My Revox B77 from 1980 has it, as does the Teac A-5500 from circa 1975. 		
	
The only time I ever experienced any crosstalk was when I recorded on tapes
longer than 1800 feet. Hence, I stopped using them. I always purchased a better
quality tape and this appeared to minimize any recording or playback issues. I
also made sure that the machines were properly maintained, cleaned and used on a
regular basis. They did not like being allowed to sit idle for too long!  	
	
Does anyone know when equalization controls became standard on home consumer
stereo equipment?	
	
Duane W8DBF	

	
The only time I ever experienced any crosstalk was when the recording tape was
longer than 1800 feet.

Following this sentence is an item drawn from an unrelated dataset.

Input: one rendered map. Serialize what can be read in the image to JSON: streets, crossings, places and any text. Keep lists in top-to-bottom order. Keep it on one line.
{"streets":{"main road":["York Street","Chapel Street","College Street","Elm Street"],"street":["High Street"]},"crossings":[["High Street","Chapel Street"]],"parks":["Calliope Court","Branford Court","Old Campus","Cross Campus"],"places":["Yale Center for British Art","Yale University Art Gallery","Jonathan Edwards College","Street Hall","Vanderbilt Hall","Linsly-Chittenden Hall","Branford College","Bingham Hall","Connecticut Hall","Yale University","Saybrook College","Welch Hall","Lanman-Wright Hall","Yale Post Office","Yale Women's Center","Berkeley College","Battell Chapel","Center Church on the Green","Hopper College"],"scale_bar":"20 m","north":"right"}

The more thin the tape was, 

----------
From: Mark - AA6DX <aa6dx at pacbell.net>
To: Vintage home and professional audio equipment from 1975 back
<vintage-audio at mailman.qth.net>
Subject: Re: [Vintage-Audio] 2Track Vs 4 Track
Date: Wednesday, August 04, 2004 10:15 PM

Cross talk is indeed an issue.  One may never hear crosstalk on a properly
aligned 4 track, but, if you purchase pre- recorded tapes, or the product
comes from a different recorder, you may well have your recording invaded by
other way sound.  Industry standard test tapes are designed to eliminate
this problem, but a lot of audiophiles never bothered, because the tapes
played back swell on their own machine.  Signal to noise is very
important... but so is equalization and head room.  As an aside, most home
users did not set their equalization to match their chosen brand and
specific blank tape, and lost much of the quality they hoped to gain by the
expenditure for the "high priced spread".

Why do you suppose the broadcast industry universally uses half track?
Surely not so they can spend more money on tape!  If your local radio
station gets its ads (hopefully for your favorite presidential candidate)
via ancient reel to reel tape, it will be half track.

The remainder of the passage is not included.